Synthesis and characterizations of Ce0.85(SmxNd1−x)0.15O2−δ ceramics

• The ratio of Sm3+ concentration to Nd3+ had significant effect on the electrical properties of SNDC.
• The SNDC (x = 0.6) had the highest ionic conductivity with slowest oxygen surface exchange.
• The SNDC (x = 0.6) showed the largest transference number of oxygen ions.
• Co-doping can enhance beneficial properties of SNDC.

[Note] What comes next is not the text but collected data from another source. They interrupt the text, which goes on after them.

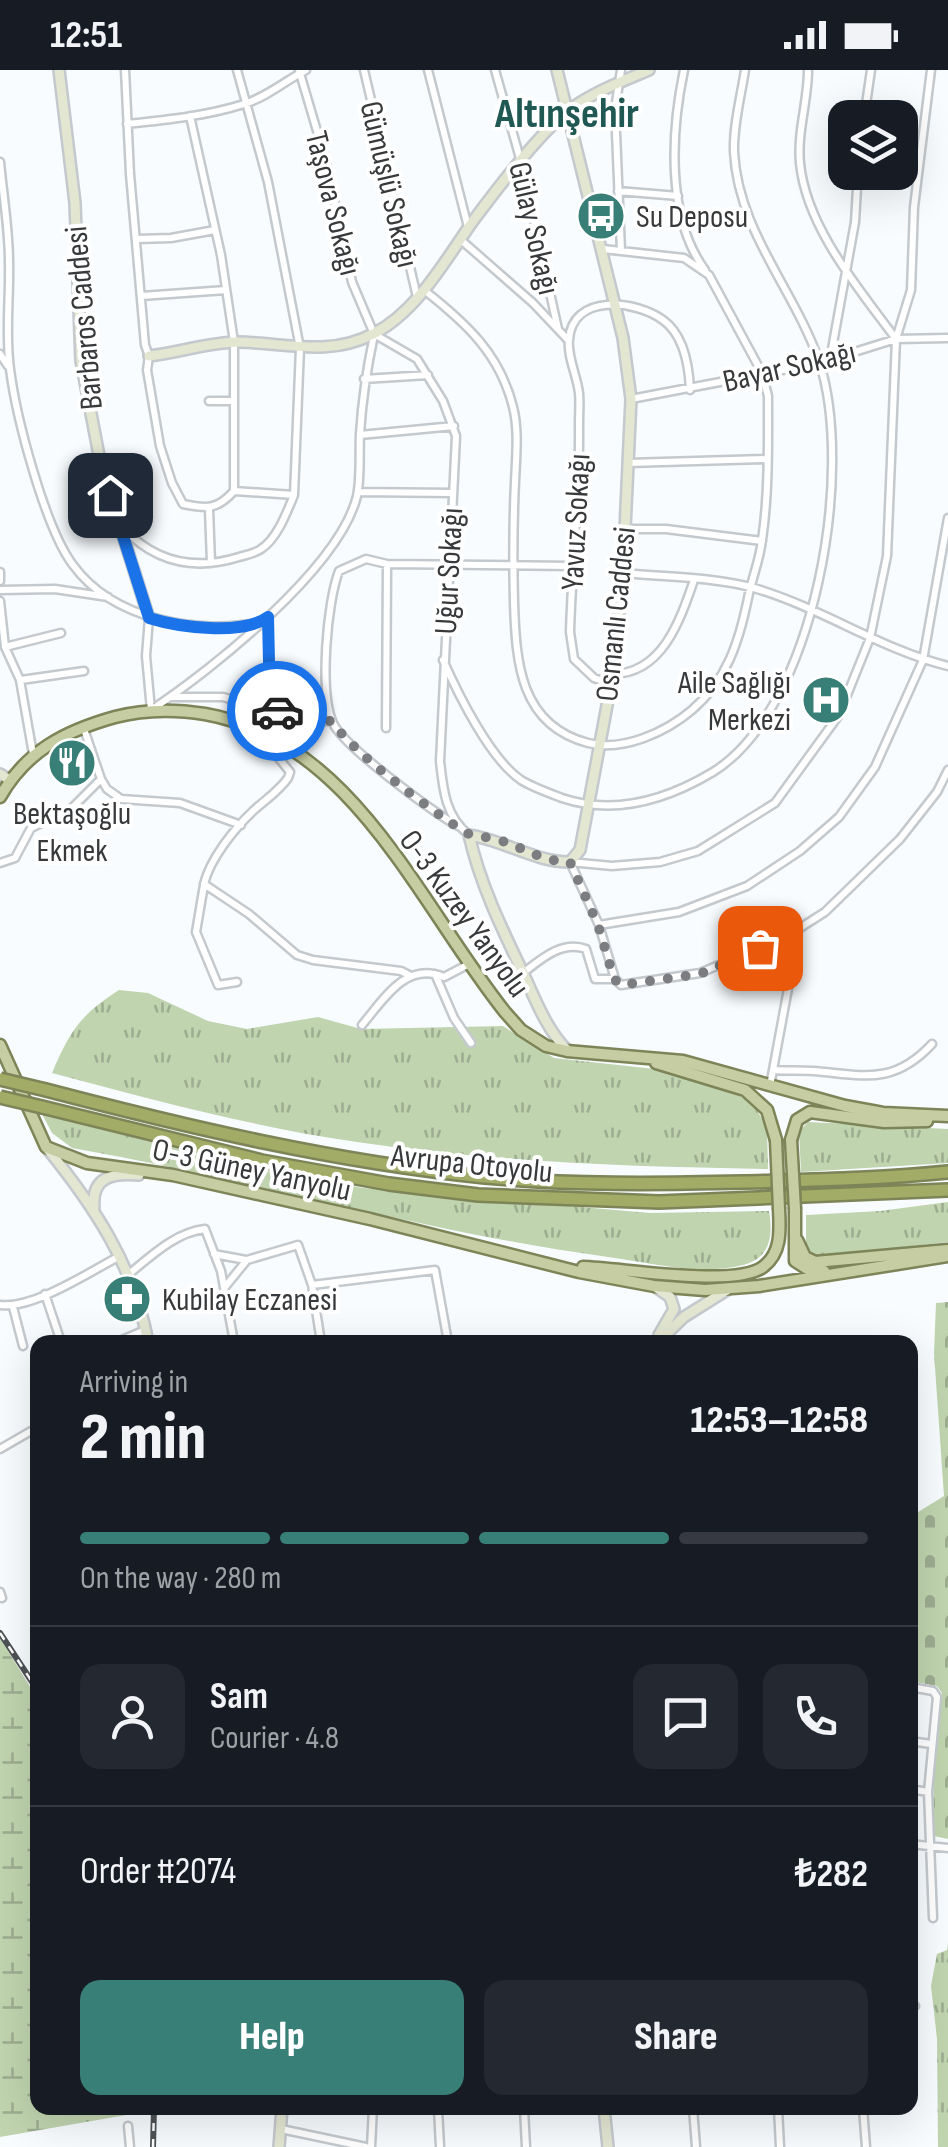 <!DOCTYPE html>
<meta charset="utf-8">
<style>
:root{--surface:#171b24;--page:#242831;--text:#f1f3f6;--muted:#9ea1a6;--line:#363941;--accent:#387f78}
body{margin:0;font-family:"Sofia Sans Condensed",sans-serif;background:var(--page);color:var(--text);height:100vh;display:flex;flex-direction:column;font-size:38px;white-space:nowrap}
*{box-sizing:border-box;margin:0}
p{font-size:32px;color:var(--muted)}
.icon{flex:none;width:55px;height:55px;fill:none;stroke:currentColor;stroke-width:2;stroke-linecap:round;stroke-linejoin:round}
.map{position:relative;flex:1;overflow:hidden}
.panel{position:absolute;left:30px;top:1265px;width:888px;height:780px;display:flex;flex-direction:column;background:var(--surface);border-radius:20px;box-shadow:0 10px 40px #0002}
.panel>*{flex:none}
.fabs{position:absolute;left:828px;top:30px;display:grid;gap:20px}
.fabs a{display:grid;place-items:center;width:90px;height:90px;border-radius:20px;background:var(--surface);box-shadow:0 10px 40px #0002;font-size:50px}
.pin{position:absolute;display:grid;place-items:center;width:85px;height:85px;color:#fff;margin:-42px;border-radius:20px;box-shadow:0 5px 15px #0006}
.courier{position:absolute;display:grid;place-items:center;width:100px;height:100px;margin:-50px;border:8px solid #1a73e8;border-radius:50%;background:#fff;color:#222;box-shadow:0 2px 12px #0007}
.headline em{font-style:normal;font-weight:800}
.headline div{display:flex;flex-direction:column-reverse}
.headline{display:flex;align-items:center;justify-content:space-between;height:170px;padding:0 50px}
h1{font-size:65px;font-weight:800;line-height:75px}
.bar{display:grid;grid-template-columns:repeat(4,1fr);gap:15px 10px;align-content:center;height:120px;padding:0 50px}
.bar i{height:12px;border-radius:8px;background:var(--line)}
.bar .on{background:var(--accent)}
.bar p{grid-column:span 4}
.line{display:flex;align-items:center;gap:25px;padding:0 50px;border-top:2px solid var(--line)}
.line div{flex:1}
.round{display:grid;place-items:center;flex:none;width:105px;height:105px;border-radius:20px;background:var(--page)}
.button{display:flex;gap:20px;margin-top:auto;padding:20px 50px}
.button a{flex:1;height:115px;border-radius:20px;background:var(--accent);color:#fff;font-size:40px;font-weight:800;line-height:115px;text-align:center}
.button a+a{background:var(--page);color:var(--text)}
.status{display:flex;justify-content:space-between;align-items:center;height:70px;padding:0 50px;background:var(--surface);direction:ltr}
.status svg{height:28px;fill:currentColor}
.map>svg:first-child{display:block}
.grass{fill:url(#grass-tufts)}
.wetland{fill:url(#wetland-marsh)}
.cemetery{fill:url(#cemetery-stones)}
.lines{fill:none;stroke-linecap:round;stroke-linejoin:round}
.street-casing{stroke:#c4c9ce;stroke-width:11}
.secondary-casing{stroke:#c4c9ce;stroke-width:14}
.primary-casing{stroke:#7d8457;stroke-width:15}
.highway-casing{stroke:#7d8457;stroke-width:16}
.street{stroke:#fff;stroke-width:6}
.secondary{stroke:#e3e6d1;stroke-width:9}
.primary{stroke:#c7cda3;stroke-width:10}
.highway{stroke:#a2ac66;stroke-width:11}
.rail-casing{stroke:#4f5254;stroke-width:6}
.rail{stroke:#fff;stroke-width:2.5;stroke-dasharray:8;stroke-linecap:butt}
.primary-bridge-casing{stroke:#7d8457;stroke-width:15;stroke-linecap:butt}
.highway-bridge-casing{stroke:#7d8457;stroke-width:16;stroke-linecap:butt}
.primary-bridge{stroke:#c7cda3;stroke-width:10}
.highway-bridge{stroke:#a2ac66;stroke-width:11}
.done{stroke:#7b7d80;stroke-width:10;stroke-dasharray:0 18}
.route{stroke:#1a73e8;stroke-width:12}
.labels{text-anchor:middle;stroke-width:8;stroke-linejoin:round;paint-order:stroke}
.street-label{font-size:32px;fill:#37393b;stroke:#fff}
.poi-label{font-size:32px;fill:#37393b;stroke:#fff;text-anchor:start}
.district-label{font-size:42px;font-weight:bold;fill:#205953;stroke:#fff}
</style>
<div class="status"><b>12:51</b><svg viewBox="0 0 49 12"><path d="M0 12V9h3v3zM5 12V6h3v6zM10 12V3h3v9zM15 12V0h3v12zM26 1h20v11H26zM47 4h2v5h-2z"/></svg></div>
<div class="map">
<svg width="948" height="2077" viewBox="0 0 948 2077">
<defs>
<pattern id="grass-tufts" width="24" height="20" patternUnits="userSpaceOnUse" patternTransform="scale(2.5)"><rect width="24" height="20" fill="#c0d4af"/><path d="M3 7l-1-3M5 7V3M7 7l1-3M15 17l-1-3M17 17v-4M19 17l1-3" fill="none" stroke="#9dad90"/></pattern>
<pattern id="wetland-marsh" width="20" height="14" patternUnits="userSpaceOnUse" patternTransform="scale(2.5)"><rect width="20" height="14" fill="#c0d4af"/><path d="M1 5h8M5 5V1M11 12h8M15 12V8" fill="none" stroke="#9dad90"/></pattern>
<pattern id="cemetery-stones" width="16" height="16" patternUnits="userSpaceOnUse" patternTransform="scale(2.5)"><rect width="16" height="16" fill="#c0d4af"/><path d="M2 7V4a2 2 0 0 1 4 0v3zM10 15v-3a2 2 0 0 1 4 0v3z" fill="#9dad90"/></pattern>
</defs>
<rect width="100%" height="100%" fill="#f8fcff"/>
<!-- grass -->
<path class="grass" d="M119 920 148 923 208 951 247 959 318 947 361 959 503 956 554 988 673 1001 727 1019 754 1034 767 1059 768 1099C630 1097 493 1092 357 1072 253 1057 153 1030 52 1003 70 961 80 945 119 920Z
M42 1044 248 1096 363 1118 650 1143 769 1141C773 1165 771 1188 743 1195 700 1206 652 1193 608 1187 428 1163 252 1109 72 1078L52 1063Z
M808 1052 948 1059V1093L801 1102 799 1061Z
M948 1132V1172L815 1187 806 1175V1145L880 1141Z
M948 1873V2077H938L937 1969 931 1916 937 1884 947 1880Z"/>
<!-- wetland -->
<path class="wetland" d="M0 1568 37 1628 38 2038H149V2041L0 2067Z"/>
<!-- cemetery -->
<path class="cemetery" d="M948 1232V1769L934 1766 933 1678 942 1623 937 1616 910 1611V1447L944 1426 934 1283 936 1233Z"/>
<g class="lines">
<!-- street casing -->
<g class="street-casing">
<path id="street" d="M125 0 130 104 145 275 149 286 147 300 160 376 172 413 183 434C207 439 217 440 234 421V272L221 185 190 46
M299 0 325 88 352 212 374 264
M364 0 417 227
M428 0 468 157
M495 0 521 92 558 259
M621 0 615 39 621 181
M684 0C671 62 666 147 705 200
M808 0C808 31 797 62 800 93 806 157 859 219 896 269
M931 0 914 137 911 220 896 269 887 486 870 568 839 645 775 733 698 781 660 792 612 796 570 792 599 855 615 909 621 915 700 903 789 865 825 842 900 769 937 722 948 700
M864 48 871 0
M127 54C166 50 206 46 244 34 267 27 285 11 306 0
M0 92C3 125 9 159 9 192 10 227 5 264 10 299 16 347 45 458 73 495 114 551 200 565 262 552
M618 121 678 126
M137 169 171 168 215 160
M461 170 533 233 568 270
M424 220C466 253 500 284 513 337 519 360 516 388 515 412 513 453 513 493 514 533 516 593 520 655 588 673 623 682 666 662 692 640 727 610 739 572 748 528 752 508 760 489 762 470 769 423 768 373 768 326L762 303 709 205 684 188 603 179
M141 226 226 220
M374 264 417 289 443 331 456 366 440 691C443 719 445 746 469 765
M0 284 8 296
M830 290 855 152 858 102
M364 309 428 305
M631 329 819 293 896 269 948 268
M209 331H234
M360 365 454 356
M628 393 767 389
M234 421 294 425
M358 422 452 423
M209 439 211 493
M123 458C155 492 194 501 239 487 245 485 256 483 261 479 277 469 287 442 294 425L300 278 268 112 237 0
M625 459H666L762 471
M0 502V511
M623 503C664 507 716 507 754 518 822 538 880 579 948 596
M0 520 55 519 108 527
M0 531 5 577 20 610 33 684
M268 547 270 638
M149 548 146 586 151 640C212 600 340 497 357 426 361 407 359 384 360 364 362 331 367 298 374 265
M5 577 61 563
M443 590C458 624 490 689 521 710 532 717 549 723 562 728 615 746 668 729 713 702 816 638 855 399 819 291 794 219 738 161 734 82 733 56 741 26 745 0
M612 604C662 604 680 551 694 510
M21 610 84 601
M611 614 594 608 574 589 570 562C572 493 580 423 579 354 579 343 580 333 579 323 577 306 567 286 569 270 572 223 636 230 663 250 684 265 689 296 690 320
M172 627H223L308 651H332
M83 656 101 709 107 719 121 729 180 733 241 755
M386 658 387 494
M273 668V681L290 702 288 708C279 721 265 730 253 741 234 759 210 789 204 814L249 844 297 885 313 890 401 901 409 905
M458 756C433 742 343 676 333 653 319 622 327 532 339 501L366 489 387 494 572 496
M0 793 15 788 31 758 72 738 101 709
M204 815 196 862 218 915 237 912
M599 855 679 842 747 816 800 781 839 747 875 697 923 590 948 448
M523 903C541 889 562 870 586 879L595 909H615
M435 904 454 948 471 973
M362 955C384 929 406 891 444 907L469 894
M773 1000C786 1001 800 1000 813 1001 863 1005 893 1016 932 974
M770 1016 795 881 789 865
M214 1184 246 1190
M129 1204C151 1186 176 1162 205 1159L221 1201 234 1272
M312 1215 435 1200 448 1272
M225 1217 247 1190 298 1175 312 1215 321 1272
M45 1224 61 1272
M0 1235C34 1239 89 1202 120 1186
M13 1237 23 1276
M117 1272 145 1260
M0 1379 38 1357
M0 1522 2 1528
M910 1617 933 1621 937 1627 928 1722 933 1848
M910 1671 931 1674
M910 1719 928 1722
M910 1774 948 1778
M910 1937 915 1936
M438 2038 440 2077
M524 2038 526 2077
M693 2038 696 2077
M778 2038 780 2077
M863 2038 866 2077
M128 2056 130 2077
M281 2059 366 2077
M371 2077 373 2038"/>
</g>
<!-- secondary casing -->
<g class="secondary-casing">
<path id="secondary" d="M59 0 75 133 81 291 101 396 149 548
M557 0 623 268 631 329 623 503 611 614 580 780 570 792C534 792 504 770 469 765 480 814 502 859 524 905 536 931 547 960 567 980
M149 286C179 283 208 272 239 272 286 273 329 287 373 264 417 242 446 189 473 151 496 120 539 64 568 41 591 23 623 11 649 0
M0 704 10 710
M46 1077C94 1136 134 1196 148 1272
M94 1138C91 1106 113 1103 139 1105
M657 1218 670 1227 674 1239 659 1265
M658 1272 684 1247 727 1220
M604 2038 608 2077
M279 2077 282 2038"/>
</g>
<!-- primary casing -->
<g class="primary-casing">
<path id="primary" d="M0 727C26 681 65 661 115 647 145 639 174 639 205 644 353 670 420 836 505 942L521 960 546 976 567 981 683 991 845 1036 883 1043 948 1046
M0 975 46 1077 87 1093 173 1105 370 1149 579 1202 654 1216 705 1220 759 1216 948 1186
M656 993 745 1020 767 1040 776 1070
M791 1070 797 1050 810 1042 884 1052 927 1051
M795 1139V1191L809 1200 824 1201
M797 1170 805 1187 815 1192 948 1180
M583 1197C622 1198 734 1218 763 1197 782 1183 780 1160 779 1139"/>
</g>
<!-- highway casing -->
<g class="highway-casing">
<path id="highway" d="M46 1020C191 1058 336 1092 485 1107 571 1115 657 1114 743 1112 811 1110 880 1109 948 1102
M42 1037 262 1091 389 1114 478 1125 659 1132 948 1120"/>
</g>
<!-- street -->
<use href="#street" class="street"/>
<!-- secondary -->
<use href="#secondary" class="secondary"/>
<!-- primary -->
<use href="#primary" class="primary"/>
<!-- highway -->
<use href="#highway" class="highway"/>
<!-- rail casing -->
<g class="rail-casing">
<path id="rail" d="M0 1563 38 1621
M153 2077 154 2038"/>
</g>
<!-- rail -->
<use href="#rail" class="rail"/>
<!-- primary-bridge casing -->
<g class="primary-bridge-casing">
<path id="primary-bridge" d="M776 1070 779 1139
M791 1070 795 1139"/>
</g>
<!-- highway-bridge casing -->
<g class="highway-bridge-casing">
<path id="highway-bridge" d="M0 1009 46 1020
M0 1027 42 1037"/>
</g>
<!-- primary-bridge -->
<use href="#primary-bridge" class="primary-bridge"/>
<!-- highway-bridge -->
<use href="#highway-bridge" class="highway-bridge"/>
</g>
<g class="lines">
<!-- done -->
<path class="done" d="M277 641 308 650 332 651C350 681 433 742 465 762 474 768 485 766 495 769 522 776 541 792 570 792L598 855 614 909 621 915 700 904 760 878"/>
<!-- route -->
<path class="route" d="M110 425 149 548C178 557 242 566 268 547L270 638 277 641"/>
</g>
<!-- icons -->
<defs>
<g id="bus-disc" transform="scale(2.5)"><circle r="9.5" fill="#387f78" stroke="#fff"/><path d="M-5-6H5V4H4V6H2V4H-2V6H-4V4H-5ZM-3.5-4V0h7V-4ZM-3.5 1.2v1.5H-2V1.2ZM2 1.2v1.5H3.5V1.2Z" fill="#fff"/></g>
<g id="hospital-disc" transform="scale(2.5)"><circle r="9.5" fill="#387f78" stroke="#fff"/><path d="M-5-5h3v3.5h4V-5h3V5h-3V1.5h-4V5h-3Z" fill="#fff"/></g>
<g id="restaurant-disc" transform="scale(2.5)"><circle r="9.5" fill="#387f78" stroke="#fff"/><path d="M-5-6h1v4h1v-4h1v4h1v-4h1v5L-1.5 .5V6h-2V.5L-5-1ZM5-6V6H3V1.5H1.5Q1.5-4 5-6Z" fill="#fff"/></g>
<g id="pharmacy-disc" transform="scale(2.5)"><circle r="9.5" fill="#387f78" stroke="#fff"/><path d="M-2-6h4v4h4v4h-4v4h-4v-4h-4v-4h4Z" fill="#fff"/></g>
</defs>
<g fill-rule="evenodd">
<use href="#bus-disc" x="601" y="146"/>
<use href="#hospital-disc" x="826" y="630"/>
<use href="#restaurant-disc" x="72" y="693"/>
<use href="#pharmacy-disc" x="127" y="1229"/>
</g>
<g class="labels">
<!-- street labels -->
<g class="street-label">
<text transform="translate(390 114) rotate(77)" y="11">Gümüşlü Sokağı</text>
<text transform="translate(334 133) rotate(76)" y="11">Taşova Sokağı</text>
<text transform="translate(535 158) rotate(77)" y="11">Gülay Sokağı</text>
<text transform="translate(83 248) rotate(-95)" y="11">Barbaros Caddesi</text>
<text transform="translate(789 296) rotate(-13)" y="11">Bayar Sokağı</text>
<text transform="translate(575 452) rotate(-87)" y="11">Yavuz Sokağı</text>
<text transform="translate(448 501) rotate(-87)" y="11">Uğur Sokağı</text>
<text transform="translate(615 544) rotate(-84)" y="11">Osmanlı Caddesi</text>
<text transform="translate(465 843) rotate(54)" y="11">O-3 Kuzey Yanyolu</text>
<text transform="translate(472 1093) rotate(6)" y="11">Avrupa Otoyolu</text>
<text transform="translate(252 1099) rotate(12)" y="11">O-3 Güney Yanyolu</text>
</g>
<!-- poi labels -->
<g class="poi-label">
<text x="636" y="157">Su Deposu</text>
<text x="791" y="623" text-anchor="end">Aile Sağlığı<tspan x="791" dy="37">Merkezi</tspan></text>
<text x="72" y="754" text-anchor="middle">Bektaşoğlu<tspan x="72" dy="37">Ekmek</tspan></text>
<text x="162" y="1240">Kubilay Eczanesi</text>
</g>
<!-- district labels -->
<g class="district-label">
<text x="567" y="57">Altınşehir</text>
</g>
</g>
</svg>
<div class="fabs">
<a><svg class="icon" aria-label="layers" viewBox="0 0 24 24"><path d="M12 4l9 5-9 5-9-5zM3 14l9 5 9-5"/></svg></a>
</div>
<div class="pin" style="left:760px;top:878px;background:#ea580c"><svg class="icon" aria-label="bag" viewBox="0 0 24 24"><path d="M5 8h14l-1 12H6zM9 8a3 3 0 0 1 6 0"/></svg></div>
<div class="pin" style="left:110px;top:425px;background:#1f2937"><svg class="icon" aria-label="home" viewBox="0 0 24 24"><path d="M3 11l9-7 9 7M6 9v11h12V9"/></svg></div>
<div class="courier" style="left:277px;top:641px"><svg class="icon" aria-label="car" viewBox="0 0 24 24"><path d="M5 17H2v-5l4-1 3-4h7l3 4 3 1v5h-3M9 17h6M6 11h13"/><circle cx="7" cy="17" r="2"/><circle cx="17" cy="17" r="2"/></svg></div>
<section class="panel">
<div class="headline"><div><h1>2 min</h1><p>Arriving in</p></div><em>12:53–12:58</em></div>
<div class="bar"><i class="on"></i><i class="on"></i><i class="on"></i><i></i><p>On the way · 280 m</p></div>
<div class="line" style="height:180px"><a class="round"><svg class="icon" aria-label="person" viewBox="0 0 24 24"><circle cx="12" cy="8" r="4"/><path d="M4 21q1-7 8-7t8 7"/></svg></a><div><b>Sam</b><p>Courier · 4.8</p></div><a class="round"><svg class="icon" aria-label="chat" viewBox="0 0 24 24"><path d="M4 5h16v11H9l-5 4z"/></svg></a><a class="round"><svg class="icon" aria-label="phone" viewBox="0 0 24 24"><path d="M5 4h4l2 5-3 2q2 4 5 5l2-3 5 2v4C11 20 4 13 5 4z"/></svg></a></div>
<div class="line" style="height:130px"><div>Order #2074</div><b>₺282</b></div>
<div class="button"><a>Help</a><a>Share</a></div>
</section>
</div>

Sm3+ and Nd3+ co-doped ceria, Ce0.85(SmxNd1−x)0.15O2−δ (SNDC) (x = 0.0, 0.2, 0.4, 0.6, 0.8 and 1.0) was synthesized using the urea nitrate combustion method. The synthesized powders showed the single phase of a fluorite-type structure. The SNDC were sintered to over 98% of their theoretical density at1450 °C for 4 h in air. The electrical properties of these ceramics were investigated in both oxidizing (air) and reducing atmospheres (25 mol% H2 and 75 mol% N2). Ce0.85(Sm0.6Nd0.4)0.15O2−δ (SNDC (x = 0.6)) had the highest conductivity and the lowest activation energy in air, with the values of 0.018 S cm−1 and 0.527 eV at 550 °C, respectively. Furthermore, in reducing atmosphere, the SNDC (x = 0.6) showed the slowest oxygen surface exchange. In addition, characterization of SNDC at the actual solid oxide fuel cell (SOFC) operation conditions indicated that co-doped ceria materials had larger transference number of oxygen ions than singly doped ones. And among them, the SNDC (x = 0.6) had the largest value. Therefore, the ratio of Sm3+ to Nd3+ does have significant effect on the electrical properties of SNDC. And the SNDC with x = 0.6 is supposed to be the optimum composition.